Jenny Mjösberg is a Professor of tissue immunology at the Center for Infectious Medicine (CIM), Karolinska Institutet, Stockholm, Sweden and head of the Clinical Lung and Allergy Research unit at Karolinska University Hospital, Huddinge, Sweden.
She earned her PhD in reproductive immunology at Linköping University, Sweden, in 2010. During her postdoc period (2010-2012) in the lab of Hergen Spits at the AMC, Amsterdam, she contributed to the discovery of two novel subsets of human innate lymphoid cells (ILCs); ILC2 and ILC1. Since 2013, research in her own lab at Karolinska Institutet is focused on the importance of human ILCs in mucosal homeostasis and inflammation, mainly in the airways and gastrointestinal tract. Importantly, in 2016 the group provided the first transcriptional characterization of human ILCs on the single-cell level. These studies, along with continued transcriptional and epigenetic dissection of ILCs across several human organs have revealed previously unknown heterogeneity and a plethora of characteristics and regulatory mechanisms that control the function of specific human ILC subsets.
Her group aims at understanding the role of ILCs and T cells in asthma and gastrointestinal disease, including colorectal cancer and inflammatory bowel disease. The goal is to discover means to predict response to current drugs as well as to identify targets for novel therapies.
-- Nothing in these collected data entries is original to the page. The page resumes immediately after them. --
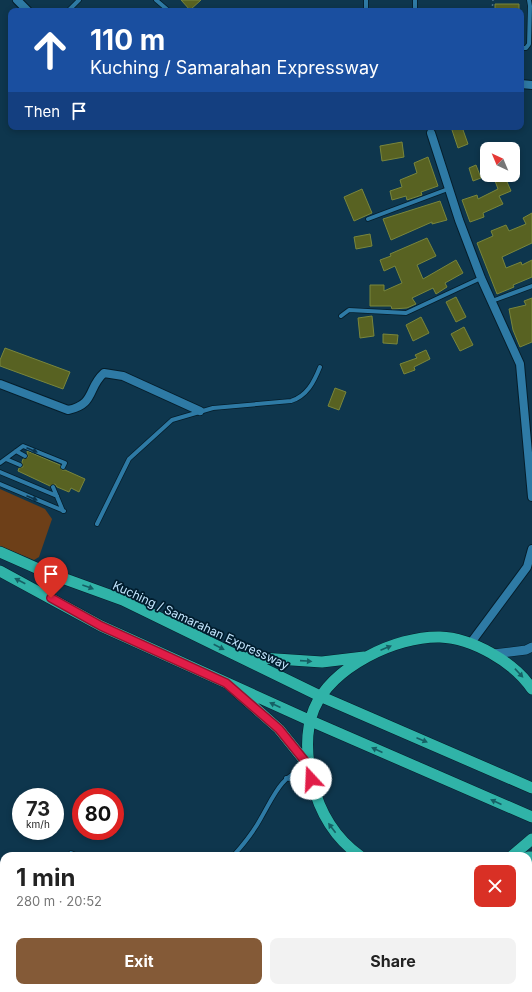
<!DOCTYPE html>
<meta charset="utf-8">
<style>
:root{--surface:#fff;--page:#f2f2f2;--text:#222;--muted:#767676;--accent:#845a37}
body{margin:0;font-family:Inter,sans-serif;background:var(--page);color:var(--text);height:100vh;display:flex;flex-direction:column;font-size:15px;white-space:nowrap}
*{box-sizing:border-box;margin:0}
p{font-size:13px;color:var(--muted)}
.icon{flex:none;width:22px;height:22px;fill:none;stroke:currentColor;stroke-width:2;stroke-linecap:round;stroke-linejoin:round}
.map{position:relative;flex:1;overflow:hidden}
.details{position:absolute;left:0px;top:852px;width:532px;height:140px;display:flex;flex-direction:column;background:var(--surface);border-radius:12px 12px 0 0;box-shadow:0 2px 6px #0003}
.details>*{flex:none}
.banner{position:absolute;left:8px;top:8px;width:516px;height:122px;border-radius:8px;box-shadow:0 2px 6px #0003;background:#1a4fa0;color:#fff;overflow:hidden}
.needle{width:26px;rotate:316deg}
.fabs{position:absolute;left:480px;top:142px;display:grid;gap:8px}
.fabs a{display:grid;place-items:center;width:40px;height:40px;border-radius:8px;background:var(--surface);box-shadow:0 2px 6px #0003;font-size:20px}
.speed{position:absolute;left:12px;top:788px;display:flex;gap:8px;font-size:20px;font-weight:700;text-align:center}
.speed>*{display:grid;place-content:center;width:52px;height:52px;border-radius:50%;background:var(--surface);box-shadow:0 2px 6px #0003;line-height:1}
.speed small{font-size:10px;font-weight:400}
.speed .limit{border:6px solid #d22;background:#fff;color:#111}
.pin{position:absolute;display:grid;place-items:center;width:34px;height:34px;color:#fff;margin:-41px -17px;border-radius:50% 50% 50% 0;rotate:-45deg;box-shadow:0 0 4px #0007}
.pin .icon{rotate:45deg}
.me{position:absolute;width:44px;margin:-22px;rotate:340deg;stroke-linejoin:round;filter:drop-shadow(0 0 3px #0008)}
.turn{display:flex;align-items:center;gap:14px;height:84px;padding:0 16px;font-size:18px}
.turn .icon{width:52px;height:52px;stroke-width:2.5}
.turn b{display:block;font-size:28px;line-height:34px}
.then{display:flex;align-items:center;height:38px;padding:0 16px;background:#0003;gap:8px;font-size:15px}
.round{display:grid;place-items:center;flex:none;width:42px;height:42px;border-radius:8px;background:var(--page)}
.headline{display:flex;align-items:center;justify-content:space-between;height:68px;padding:0 16px}
h1{font-size:24px;font-weight:700;line-height:30px}
.button{display:flex;gap:8px;margin-top:auto;padding:8px 16px}
.button a{flex:1;height:46px;border-radius:8px;background:var(--accent);color:#fff;font-size:16px;font-weight:700;line-height:46px;text-align:center}
.button a+a{background:var(--page);color:var(--text)}
.map>svg:first-child{display:block}
</style>
<div class="map">
<svg width="532" height="992" viewBox="0 0 532 992">
<rect width="100%" height="100%" fill="#0e364d"/>
<path fill="#6d3f18" d="M 0,489 L 45,509 L 52,519 L 39,557 L 34,560 L 0,546 Z"/>
<path fill="#586222" stroke="#79863c" d="M 181,0 L 201,0 L 190,10 Z
M 495,4 L 519,4 L 519,11 L 495,11 Z
M 451,127 L 462,127 L 468,144 L 458,148 Z
M 402,142 L 404,157 L 382,161 L 380,146 Z
M 428,157 L 438,186 L 421,192 L 422,195 L 407,200 L 406,196 L 392,200 L 390,191 L 402,187 L 400,180 L 417,173 L 414,163 Z
M 476,165 L 481,178 L 473,181 L 469,168 Z
M 502,175 L 504,175 L 511,191 L 499,196 L 503,204 L 483,213 L 484,217 L 470,222 L 462,200 L 477,195 L 478,199 L 498,189 L 494,178 Z
M 362,189 L 372,213 L 354,221 L 344,197 Z
M 440,201 L 447,220 L 432,224 L 432,222 L 391,240 L 383,219 Z
M 532,213 L 532,243 L 502,257 L 506,268 L 521,262 L 522,265 L 532,260 L 532,277 L 513,285 L 514,287 L 497,294 L 477,243 L 493,236 L 491,231 L 506,225 L 509,231 L 526,224 L 523,218 Z
M 370,234 L 372,246 L 356,249 L 354,237 Z
M 427,238 L 436,256 L 417,265 L 423,279 L 456,260 L 463,273 L 445,283 L 447,287 L 436,294 L 433,288 L 412,298 L 416,304 L 407,308 L 392,309 L 391,306 L 370,306 L 370,285 L 384,285 L 384,291 L 402,283 L 395,266 L 384,271 L 380,260 L 391,256 L 390,254 Z
M 456,297 L 466,317 L 456,322 L 446,302 Z
M 532,298 L 532,342 L 520,347 L 513,330 L 509,309 L 526,305 L 524,301 Z
M 372,316 L 374,336 L 360,338 L 358,318 Z
M 421,317 L 429,333 L 413,341 L 406,325 Z
M 464,327 L 473,345 L 460,351 L 451,334 Z
M 383,334 L 398,335 L 397,344 L 383,343 Z
M 5,348 L 70,372 L 63,389 L 0,366 L 0,360 Z
M 426,350 L 430,359 L 414,367 L 415,370 L 404,374 L 400,364 L 417,358 L 415,355 Z
M 335,388 L 346,392 L 339,410 L 328,406 Z
M 27,451 L 60,465 L 62,470 L 65,470 L 85,479 L 79,492 L 71,488 L 69,492 L 57,487 L 55,484 L 50,486 L 18,471 L 19,468 L 23,467 L 22,462 L 23,459 L 28,457 Z"/>
<g fill="none" stroke-linecap="round" stroke-linejoin="round">
<g stroke="#051d2a" stroke-width="5.5">
<path id="service" d="M 156,0 L 169,11
M 68,11 L 79,0
M 366,11 L 366,0
M 415,11 L 415,0
M 521,48 L 526,48 L 529,44 L 530,6 L 529,0
M 368,219 L 448,189
M 492,301 L 532,286
M 341,316 L 349,310 L 406,313 L 481,278
M 16,451 L 25,456
M 6,459 L 20,465
M 0,463 L 23,446 L 65,463 L 63,467
M 0,472 L 57,496
M 0,484 L 64,511
M 53,487 L 63,511
M 97,524 L 129,459 L 172,420 L 213,408 L 291,401 C 307,396 314,382 320,367
M 286,778 L 297,781 L 312,791
M 71,853 L 78,856
M 233,856 C 243,845 254,831 261,818 C 276,792 279,779 308,765
M 411,992 L 416,988
M 529,992 L 532,989"/>
</g>
<g stroke="#051d2a" stroke-width="10">
<path id="minor" d="M 17,0 L 28,11
M 521,84 L 532,85
M 431,133 L 459,220 L 481,278 L 520,364 L 532,497
M 0,384 L 68,410 C 96,404 87,388 104,373 L 123,376 L 200,411
M 470,644 L 527,567 L 532,549"/>
</g>
<g stroke="#051d2a" stroke-width="10">
<path id="tertiary" d="M 493,654 L 526,650 L 532,647"/>
</g>
<g stroke="#051d2a" stroke-width="12">
<path id="trunk" d="M 0,552 L 43,571 L 123,600 L 322,697 L 532,788
M 0,571 L 101,626 L 311,721 L 532,817
M 245,657 L 322,662 L 364,657
M 235,690 L 279,729 L 308,765
M 360,856 C 335,838 319,811 312,781 C 307,759 305,731 314,709 C 332,667 395,636 440,637 C 472,638 514,662 532,689
M 512,856 L 532,839
M 528,857 L 532,857"/>
</g>
<path stroke="#4b7189" stroke-width="1.5" stroke-dasharray="2 3" stroke-linecap="butt" d="M 492,11 L 493,0"/>
<use href="#service" stroke="#2e7aa5" stroke-width="4"/>
<use href="#minor" stroke="#2e7aa5" stroke-width="8"/>
<use href="#tertiary" stroke="#2e7aa5" stroke-width="9"/>
<use href="#trunk" stroke="#30b3a8" stroke-width="11"/>
</g>
<defs><path id="oneway-solid" d="M-6-.8H1V-3.2L6.5 0L1 3.2V.8H-6Z"/></defs>
<g fill="#0c344c">
<use href="#oneway-solid" transform="translate(32 450) rotate(23)"/>
<use href="#oneway-solid" transform="translate(32 498) rotate(23)"/>
</g>
<g fill="#166065">
<use href="#oneway-solid" transform="translate(20 581) rotate(-153)"/>
<use href="#oneway-solid" transform="translate(88 587) rotate(20)"/>
<use href="#oneway-solid" transform="translate(219 647) rotate(27)"/>
<use href="#oneway-solid" transform="translate(386 648) rotate(-23)"/>
<use href="#oneway-solid" transform="translate(306 661) rotate(4)"/>
<use href="#oneway-solid" transform="translate(519 673) rotate(47)"/>
<use href="#oneway-solid" transform="translate(275 705) rotate(-156)"/>
<use href="#oneway-solid" transform="translate(422 740) rotate(23)"/>
<use href="#oneway-solid" transform="translate(377 750) rotate(-156)"/>
<use href="#oneway-solid" transform="translate(496 802) rotate(-156)"/>
<use href="#oneway-solid" transform="translate(332 828) rotate(-127)"/>
</g>
<g fill="none" stroke-linecap="round" stroke-linejoin="round">
<g stroke="#92132f" stroke-width="10">
<path id="route" d="M 51,598 L 101,626 L 226,683 L 279,729 L 308,765 L 311,779"/>
</g>
<use href="#route" stroke="#e11d48" stroke-width="7"/>
</g>
<g text-anchor="middle" dominant-baseline="central" stroke-width="3.5" stroke-linejoin="round" paint-order="stroke">
<g font-size="12" fill="#c3e6fe" stroke="#001d2e">
<text transform="translate(201 625) rotate(25)">Kuching / Samarahan Expressway</text>
</g>
</g>
</svg>
<div class="fabs">
<a><svg class="needle" viewBox="-14 -14 28 28"><path d="M0-13l5 13h-10z" fill="#e53935"/><path d="M0 13l5-13h-10z" fill="#767676"/></svg></a>
</div>
<div class="speed"><div>73<small>km/h</small></div><div class="limit">80</div></div>
<div class="pin" style="left:51px;top:598px;background:#d93025"><svg class="icon" aria-label="arrive" viewBox="0 0 24 24"><path d="M6 21V4h12l-3 4 3 4H6"/></svg></div>
<svg class="me" style="left:311px;top:779px" viewBox="-20 -20 40 40"><circle r="19" fill="#fff"/><path d="M0-13L10 11 0 6-10 11z" fill="#e11d48"/></svg>
<div class="banner">
<div class="turn"><svg class="icon" aria-label="ahead" viewBox="0 0 24 24"><path d="M12 20V5M6 11l6-6 6 6"/></svg><div><b>110 m</b>Kuching / Samarahan Expressway</div></div>
<div class="then">Then<svg class="icon" aria-label="arrive" viewBox="0 0 24 24"><path d="M6 21V4h12l-3 4 3 4H6"/></svg></div>
</div>
<section class="details">
<div class="headline"><div><h1>1 min</h1><p>280 m · 20:52</p></div><a class="round" style="background:#d93025;color:#fff"><svg class="icon" aria-label="close" viewBox="0 0 24 24"><path d="M6 6l12 12M18 6L6 18"/></svg></a></div>
<div class="button"><a>Exit</a><a>Share</a></div>
</section>
</div>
In 2018 she received the EJI Ita Askonas Prize awarded by EFIS, in 2019 the Nordic Anders Jahre Award to young researchers and in 2022 the Göran Gustafsson award in medicine, awarded by the Swedish Royal Academy of Sciences. Her research is supported by the European Research Council, the Swedish Research Council, the Swedish Cancer Society and the Swedish Hearth and Lung Foundation.